Flooding in the past few years has been unprecedented
Four consecutive years of flooding have left about two-thirds of South Sudan under water, with Jonglei, Northern Bahr El Ghazal, Upper Nile, Unity, Warrap, Western Equatoria, and Lakes States in South Sudan and Abyei Special Administrative Area, all experiencing severe floods in the past few months.
Seasonal flooding of the Nile River and tributaries is typical. But residents say that the rainy season has been starting earlier and persisting for longer. Even the intensity of the rain has been significantly higher than in the past. The water levels have been so high and the soil so saturated that the waters have not fully receded in the intervening dry seasons. The result is rapid inundation during the rains, compounding the crisis each consecutive year since 2019.
Tens of thousands of people are displaced
Communities prepare themselves for the rainy season by building dykes—walls made from soil to hold back the water from their villages. But this year, contingency preparations were not sufficient to hold back the deluge of water. In Ulang County, for instance, entire villages were submerged in October when dykes broke due to heavy rains. Health facilities, schools, and many houses were all flooded.
“The water came in the morning. Everyone went to add some mud on the dyke. We were working on it all the night but by the next morning it was out of our control. We just ran for our lives,” said Nyanyieth Bang, who lived in Doma in Ulang. “The floods displaced everyone. It flooded all the villages and the livestock drowned as well. Our house collapsed in the flood. It was a huge disaster for us.”
With nowhere else to go, tens of thousands of people have relocated to displacement camps. But the lack of shelter, safe drinking water, and sanitation facilities in the camps have led to outbreaks of infectious and waterborne diseases and other health risks. The result has been a humanitarian disaster for a population that already endures far too many of them.
Flooding makes access to health care challenging
From one day to another, villages became separated from each other, with many communities finding themselves marooned on “islands” and cut off from services, which are now only accessible by boat or canoe.
While MSF teams are actively working to respond to the needs at hand, reaching people remains a huge challenge. “Flooding impacts our capacity to deliver aid and reach communities in need,” said Aline Serin, MSF Head of Mission in South Sudan. “Many roads across the country are rendered impassable by the flooding. In a number of locations where MSF operates, our planes have been unable to land due to flooding of the airstrips. This lack of access inhibits our ability to bring in medical supplies and other essential items, which puts lives at risk. It also impacts our ability to transfer patients who require emergency treatment.”
Increase in aid is necessary as specter of violence looms
“Before the floods, we used to cultivate and had cattle, but now all of the cows have died because of flooding and the land we used to cultivate is no longer there,” said Tut Chuol, a sub-chief for Pahkor in Fangak County whose entire village was displaced by the floods. “Now there is no food—we just eat waterlilies. If no solution is found, we are going to die,” he added.
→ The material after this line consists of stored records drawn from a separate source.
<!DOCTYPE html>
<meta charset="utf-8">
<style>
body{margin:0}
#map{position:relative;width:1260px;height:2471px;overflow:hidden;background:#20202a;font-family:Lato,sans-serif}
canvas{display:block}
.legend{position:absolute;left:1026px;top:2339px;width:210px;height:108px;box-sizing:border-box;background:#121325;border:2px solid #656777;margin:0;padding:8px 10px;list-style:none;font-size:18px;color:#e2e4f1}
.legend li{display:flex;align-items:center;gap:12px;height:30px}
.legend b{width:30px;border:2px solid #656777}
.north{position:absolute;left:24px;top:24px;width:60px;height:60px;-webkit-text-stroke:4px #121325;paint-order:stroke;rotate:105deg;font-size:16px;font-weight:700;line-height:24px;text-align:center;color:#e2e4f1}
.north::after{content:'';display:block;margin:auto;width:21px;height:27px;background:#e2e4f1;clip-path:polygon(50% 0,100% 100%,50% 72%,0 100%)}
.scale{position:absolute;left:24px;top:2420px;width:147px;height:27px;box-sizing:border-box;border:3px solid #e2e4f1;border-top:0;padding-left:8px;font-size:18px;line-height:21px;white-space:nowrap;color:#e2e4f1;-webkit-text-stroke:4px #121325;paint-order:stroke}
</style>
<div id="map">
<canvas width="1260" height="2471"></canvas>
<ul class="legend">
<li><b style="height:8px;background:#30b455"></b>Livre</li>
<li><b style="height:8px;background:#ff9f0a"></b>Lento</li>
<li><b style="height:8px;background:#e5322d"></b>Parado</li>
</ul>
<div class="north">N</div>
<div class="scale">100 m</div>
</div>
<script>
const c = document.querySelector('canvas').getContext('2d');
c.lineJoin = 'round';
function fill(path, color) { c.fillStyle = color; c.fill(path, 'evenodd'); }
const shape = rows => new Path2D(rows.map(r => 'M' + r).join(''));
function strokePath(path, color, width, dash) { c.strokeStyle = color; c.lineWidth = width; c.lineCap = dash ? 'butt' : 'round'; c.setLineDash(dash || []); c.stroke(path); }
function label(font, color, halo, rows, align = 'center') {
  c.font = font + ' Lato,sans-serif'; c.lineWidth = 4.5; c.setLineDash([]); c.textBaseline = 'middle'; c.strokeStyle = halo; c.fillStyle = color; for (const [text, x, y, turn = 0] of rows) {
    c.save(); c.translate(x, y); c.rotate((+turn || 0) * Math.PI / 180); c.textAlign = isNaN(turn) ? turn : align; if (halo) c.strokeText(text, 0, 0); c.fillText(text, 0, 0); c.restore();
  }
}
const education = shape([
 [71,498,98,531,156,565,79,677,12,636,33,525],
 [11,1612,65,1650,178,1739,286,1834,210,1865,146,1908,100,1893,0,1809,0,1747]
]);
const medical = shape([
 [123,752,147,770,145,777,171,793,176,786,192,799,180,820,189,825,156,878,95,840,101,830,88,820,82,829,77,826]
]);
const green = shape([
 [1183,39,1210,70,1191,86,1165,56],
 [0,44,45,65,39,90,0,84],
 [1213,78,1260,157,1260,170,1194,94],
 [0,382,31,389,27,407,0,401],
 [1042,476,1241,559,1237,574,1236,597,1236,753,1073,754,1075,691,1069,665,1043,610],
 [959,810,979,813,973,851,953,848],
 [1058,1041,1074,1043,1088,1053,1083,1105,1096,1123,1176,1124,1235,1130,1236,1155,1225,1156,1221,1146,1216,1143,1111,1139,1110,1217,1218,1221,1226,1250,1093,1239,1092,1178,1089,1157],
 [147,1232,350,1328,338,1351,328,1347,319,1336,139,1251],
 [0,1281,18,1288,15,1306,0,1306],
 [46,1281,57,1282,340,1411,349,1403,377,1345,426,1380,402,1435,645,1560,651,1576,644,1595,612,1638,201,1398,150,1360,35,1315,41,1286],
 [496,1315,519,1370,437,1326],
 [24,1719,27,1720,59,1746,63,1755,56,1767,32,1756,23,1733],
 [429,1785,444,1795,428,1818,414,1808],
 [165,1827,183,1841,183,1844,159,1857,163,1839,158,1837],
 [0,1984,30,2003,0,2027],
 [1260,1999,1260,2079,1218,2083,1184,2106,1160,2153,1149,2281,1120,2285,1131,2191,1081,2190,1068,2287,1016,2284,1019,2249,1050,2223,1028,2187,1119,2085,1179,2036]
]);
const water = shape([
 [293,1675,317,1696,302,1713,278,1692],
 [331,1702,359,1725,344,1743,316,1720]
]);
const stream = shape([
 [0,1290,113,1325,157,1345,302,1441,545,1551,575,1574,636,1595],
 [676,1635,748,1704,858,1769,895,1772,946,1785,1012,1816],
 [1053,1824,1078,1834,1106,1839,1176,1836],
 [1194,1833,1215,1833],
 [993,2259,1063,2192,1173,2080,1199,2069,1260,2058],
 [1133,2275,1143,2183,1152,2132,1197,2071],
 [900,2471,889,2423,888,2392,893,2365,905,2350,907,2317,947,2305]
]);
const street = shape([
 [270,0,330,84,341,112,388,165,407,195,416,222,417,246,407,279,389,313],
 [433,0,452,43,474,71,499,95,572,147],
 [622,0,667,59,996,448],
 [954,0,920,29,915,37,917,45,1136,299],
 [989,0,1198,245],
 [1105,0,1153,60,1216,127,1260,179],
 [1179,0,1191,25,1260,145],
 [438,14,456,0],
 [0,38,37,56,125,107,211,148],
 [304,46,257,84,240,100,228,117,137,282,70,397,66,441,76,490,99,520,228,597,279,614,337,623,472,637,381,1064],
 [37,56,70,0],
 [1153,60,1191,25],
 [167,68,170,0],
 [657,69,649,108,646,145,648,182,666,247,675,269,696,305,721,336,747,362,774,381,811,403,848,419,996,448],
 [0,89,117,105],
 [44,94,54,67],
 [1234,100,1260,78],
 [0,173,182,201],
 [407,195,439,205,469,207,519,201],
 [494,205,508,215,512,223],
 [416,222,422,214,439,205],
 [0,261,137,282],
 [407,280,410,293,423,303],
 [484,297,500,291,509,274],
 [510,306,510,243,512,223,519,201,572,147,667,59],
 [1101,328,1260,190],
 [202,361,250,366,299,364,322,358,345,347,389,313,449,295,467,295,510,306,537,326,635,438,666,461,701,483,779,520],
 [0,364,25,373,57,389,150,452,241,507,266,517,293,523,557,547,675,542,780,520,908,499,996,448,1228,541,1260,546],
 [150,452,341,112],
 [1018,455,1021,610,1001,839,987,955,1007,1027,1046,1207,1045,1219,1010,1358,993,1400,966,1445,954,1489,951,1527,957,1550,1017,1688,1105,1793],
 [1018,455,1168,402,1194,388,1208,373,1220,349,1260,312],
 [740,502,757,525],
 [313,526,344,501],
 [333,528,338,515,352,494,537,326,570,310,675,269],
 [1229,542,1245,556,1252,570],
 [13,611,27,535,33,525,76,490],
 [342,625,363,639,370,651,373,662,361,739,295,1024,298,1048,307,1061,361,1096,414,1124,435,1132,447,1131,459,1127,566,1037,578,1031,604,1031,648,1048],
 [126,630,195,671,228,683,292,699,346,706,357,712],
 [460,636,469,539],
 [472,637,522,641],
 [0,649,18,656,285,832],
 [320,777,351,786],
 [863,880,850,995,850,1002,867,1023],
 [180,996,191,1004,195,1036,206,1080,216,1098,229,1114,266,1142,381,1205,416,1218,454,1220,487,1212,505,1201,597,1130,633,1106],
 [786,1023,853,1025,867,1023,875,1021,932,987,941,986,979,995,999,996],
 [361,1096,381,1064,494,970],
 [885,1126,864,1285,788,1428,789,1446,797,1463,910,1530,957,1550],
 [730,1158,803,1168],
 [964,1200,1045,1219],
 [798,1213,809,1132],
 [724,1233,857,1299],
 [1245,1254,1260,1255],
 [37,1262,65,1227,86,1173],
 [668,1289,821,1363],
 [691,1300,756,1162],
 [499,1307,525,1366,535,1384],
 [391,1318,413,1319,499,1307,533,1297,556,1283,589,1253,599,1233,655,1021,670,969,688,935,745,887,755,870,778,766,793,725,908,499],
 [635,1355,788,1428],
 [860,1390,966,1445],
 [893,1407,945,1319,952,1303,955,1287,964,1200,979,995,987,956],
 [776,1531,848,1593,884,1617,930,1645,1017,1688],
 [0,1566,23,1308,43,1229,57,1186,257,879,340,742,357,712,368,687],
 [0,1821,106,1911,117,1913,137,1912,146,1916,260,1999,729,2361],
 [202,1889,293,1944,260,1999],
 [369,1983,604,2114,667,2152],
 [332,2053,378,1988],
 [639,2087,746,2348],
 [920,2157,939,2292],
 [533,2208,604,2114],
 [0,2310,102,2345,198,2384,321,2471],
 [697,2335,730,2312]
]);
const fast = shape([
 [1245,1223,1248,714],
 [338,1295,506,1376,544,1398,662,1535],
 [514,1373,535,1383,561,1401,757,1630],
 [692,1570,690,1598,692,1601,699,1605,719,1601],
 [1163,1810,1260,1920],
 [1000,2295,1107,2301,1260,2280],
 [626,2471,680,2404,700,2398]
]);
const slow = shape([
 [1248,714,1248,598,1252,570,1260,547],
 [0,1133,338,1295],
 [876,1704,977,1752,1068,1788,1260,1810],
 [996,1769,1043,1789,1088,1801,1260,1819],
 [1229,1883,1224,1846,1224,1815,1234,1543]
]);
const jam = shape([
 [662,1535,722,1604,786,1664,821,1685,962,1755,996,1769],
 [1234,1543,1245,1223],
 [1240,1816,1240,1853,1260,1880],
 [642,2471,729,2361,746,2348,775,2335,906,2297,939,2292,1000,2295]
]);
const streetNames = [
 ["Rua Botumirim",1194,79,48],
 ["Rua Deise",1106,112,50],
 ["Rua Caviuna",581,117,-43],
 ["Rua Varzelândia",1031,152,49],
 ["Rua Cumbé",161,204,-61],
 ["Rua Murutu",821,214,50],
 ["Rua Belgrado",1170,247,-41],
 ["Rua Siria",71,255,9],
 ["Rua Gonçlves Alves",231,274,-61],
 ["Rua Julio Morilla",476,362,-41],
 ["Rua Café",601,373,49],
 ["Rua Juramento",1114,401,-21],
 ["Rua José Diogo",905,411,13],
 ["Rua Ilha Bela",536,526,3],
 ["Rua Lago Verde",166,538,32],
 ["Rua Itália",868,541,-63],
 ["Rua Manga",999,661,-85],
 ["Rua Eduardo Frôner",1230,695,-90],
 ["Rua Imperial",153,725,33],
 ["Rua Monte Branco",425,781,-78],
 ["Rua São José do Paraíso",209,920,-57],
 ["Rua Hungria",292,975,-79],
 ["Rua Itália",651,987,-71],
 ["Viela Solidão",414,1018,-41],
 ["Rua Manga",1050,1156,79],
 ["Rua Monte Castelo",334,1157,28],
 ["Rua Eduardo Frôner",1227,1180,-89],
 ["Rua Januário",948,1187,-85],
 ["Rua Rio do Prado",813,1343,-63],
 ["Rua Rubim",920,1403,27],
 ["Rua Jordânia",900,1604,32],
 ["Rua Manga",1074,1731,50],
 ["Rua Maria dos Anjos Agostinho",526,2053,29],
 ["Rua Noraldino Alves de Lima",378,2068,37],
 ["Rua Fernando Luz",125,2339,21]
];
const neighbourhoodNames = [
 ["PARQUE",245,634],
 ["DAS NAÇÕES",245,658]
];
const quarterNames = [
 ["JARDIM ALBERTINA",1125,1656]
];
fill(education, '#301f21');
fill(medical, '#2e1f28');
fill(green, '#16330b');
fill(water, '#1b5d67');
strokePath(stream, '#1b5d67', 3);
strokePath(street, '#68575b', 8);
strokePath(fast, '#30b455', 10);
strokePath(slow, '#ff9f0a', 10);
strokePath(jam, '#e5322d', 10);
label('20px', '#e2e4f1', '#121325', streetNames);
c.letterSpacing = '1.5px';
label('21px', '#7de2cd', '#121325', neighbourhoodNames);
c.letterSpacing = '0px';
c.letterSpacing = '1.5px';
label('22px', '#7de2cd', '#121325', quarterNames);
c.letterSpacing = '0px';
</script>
Although the country is now entering its dry season, there appears to be no reprieve on the horizon. The devasting impact of the loss of crops and livestock are expected to result in rising rates of malnutrition. And with the majority of the country’s population being pastoralists, there is also an increased risk of flareups of intercommunal violence as some undertake cattle raids to regain animals lost during the floods.
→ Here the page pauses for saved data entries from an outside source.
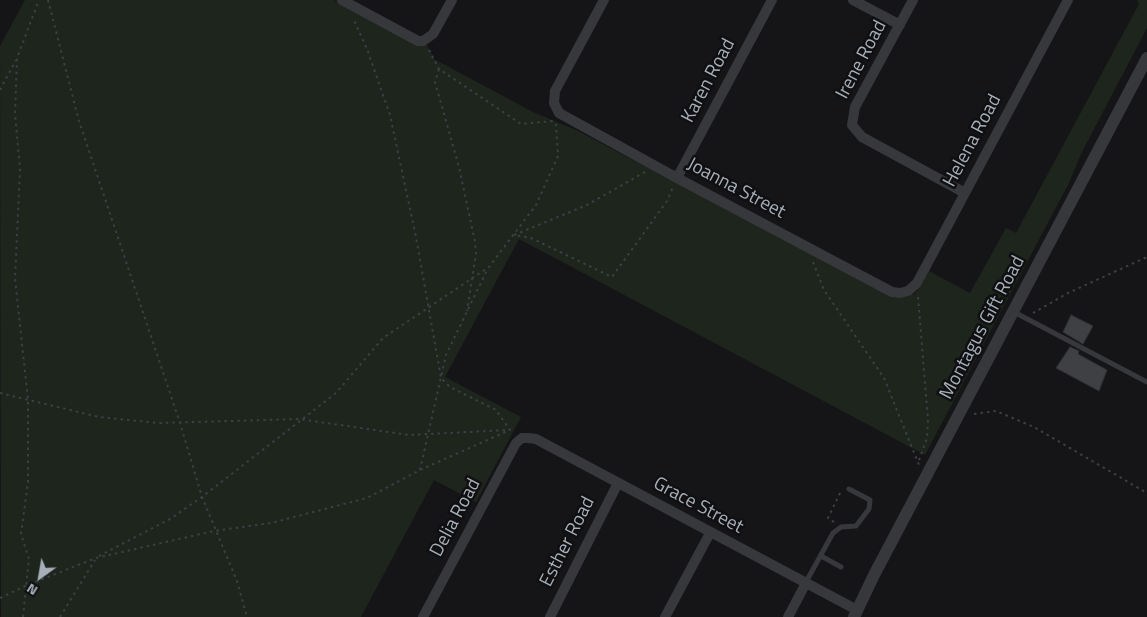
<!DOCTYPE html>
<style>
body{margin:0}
#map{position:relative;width:1147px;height:617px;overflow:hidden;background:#151517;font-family:"Titillium Web",sans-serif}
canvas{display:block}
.north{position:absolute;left:15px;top:552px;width:50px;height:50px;-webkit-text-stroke:4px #101012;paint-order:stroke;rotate:212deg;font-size:14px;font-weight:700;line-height:20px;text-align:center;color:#a6afb8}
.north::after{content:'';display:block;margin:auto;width:18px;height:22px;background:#a6afb8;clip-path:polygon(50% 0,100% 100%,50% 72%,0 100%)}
</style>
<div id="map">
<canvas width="1147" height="617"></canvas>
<div class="north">N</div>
</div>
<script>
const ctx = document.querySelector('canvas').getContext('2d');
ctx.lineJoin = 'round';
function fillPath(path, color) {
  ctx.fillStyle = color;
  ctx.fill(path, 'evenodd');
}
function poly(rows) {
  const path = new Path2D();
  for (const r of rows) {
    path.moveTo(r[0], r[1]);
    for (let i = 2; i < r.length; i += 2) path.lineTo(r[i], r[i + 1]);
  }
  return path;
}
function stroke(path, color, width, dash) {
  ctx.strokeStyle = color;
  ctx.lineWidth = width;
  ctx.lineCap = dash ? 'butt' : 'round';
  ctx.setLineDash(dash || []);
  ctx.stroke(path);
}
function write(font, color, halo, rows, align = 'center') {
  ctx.font = font + ' "Titillium Web",sans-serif';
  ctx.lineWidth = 5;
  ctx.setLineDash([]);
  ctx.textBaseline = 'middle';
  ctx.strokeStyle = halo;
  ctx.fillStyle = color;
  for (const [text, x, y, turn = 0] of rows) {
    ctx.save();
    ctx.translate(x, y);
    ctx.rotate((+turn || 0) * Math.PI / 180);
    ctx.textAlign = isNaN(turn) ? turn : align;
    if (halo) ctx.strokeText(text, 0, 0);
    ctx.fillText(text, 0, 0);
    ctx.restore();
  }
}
fillPath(poly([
 [25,0,334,0,412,42,426,43,434,59,533,112,576,130,896,298,914,294,922,285,929,271,970,293,1006,228,1016,233,1139,4,1137,0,1147,0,1147,28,1081,154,1069,183,925,455,519,239,445,377,521,417,476,502,434,480,361,617,1,617,0,46]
]), '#1d251d');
const building = poly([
 [1071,315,1093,326,1083,344,1063,332,1071,315],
 [1070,347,1079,351,1078,354,1107,370,1099,391,1056,368,1070,347]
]);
fillPath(building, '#3f4044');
stroke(building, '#2f3033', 1);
stroke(poly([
 [48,0,79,121,180,423,202,497,237,581,247,617],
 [429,50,439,69,521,124,553,121],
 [439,69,435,82,459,167,475,242,476,254,467,311],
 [0,90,16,60],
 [645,172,587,205,514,235,531,238,612,277,667,201,673,187],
 [813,262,824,290,884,378,919,465],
 [918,297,928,420,927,438,918,463],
 [1033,313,1068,293,1147,257],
 [0,393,99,417,159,423,299,419,409,435,508,430],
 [974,414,996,411,1034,427,1147,493],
 [420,470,446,355,488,268],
 [834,522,828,518,841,491],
 [99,556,170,519,202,497,336,393,383,338,489,267,536,205,558,156,556,124],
 [0,598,25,586,96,558,214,531,271,523,367,498,420,470,510,430,496,410,450,387,441,378,416,237,390,115,367,49,353,18],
 [23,617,29,559,21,534,28,482,28,400,15,279,20,169,15,114,17,58,39,0],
 [60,617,95,560]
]), '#3c3f44', 2, [2.5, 4]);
stroke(poly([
 [1014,312,1147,382],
 [821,556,841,567],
 [806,582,833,533,841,527,856,526,869,509,870,500,849,489]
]), '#36383c', 5);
stroke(poly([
 [342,0,418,41,423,41,433,34,452,0],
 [604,0,555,91,554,103,559,113,677,178,892,292,900,293,908,291,917,283,1068,0],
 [853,0,900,25],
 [913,0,855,107,852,125,862,137,965,193],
 [677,178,772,0],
 [423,617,516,443,522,438,528,438,536,439,857,610],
 [550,617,618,483],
 [665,617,710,533],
 [788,617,806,583]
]), '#36383c', 10);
stroke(poly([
 [854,617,874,575,1147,58]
]), '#36383c', 12);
write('19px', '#a6afb8', '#101012', [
 ["Irene Road",862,60,-62],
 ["Karen Road",709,81,-62],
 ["Helena Road",973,141,-62],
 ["Joanna Street",736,189,28],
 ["Montagus Gift Road",983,328,-62],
 ["Grace Street",698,506,28],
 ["Delia Road",456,518,-62],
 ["Esther Road",568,542,-63]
]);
</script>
Despite the urgent and increasing humanitarian needs in South Sudan, international aid cuts are resulting in diminishing responses for people who have very few resources and little resilience after experiencing consecutive and multiple shocks. The response to the devastation of the flooding has fallen far short of satisfactory. Humanitarian organizations, UN agencies, and governments must step up to address the scale of the crisis and the overwhelming need for food, shelter, medical care and other basic essentials for people impacted by the floods.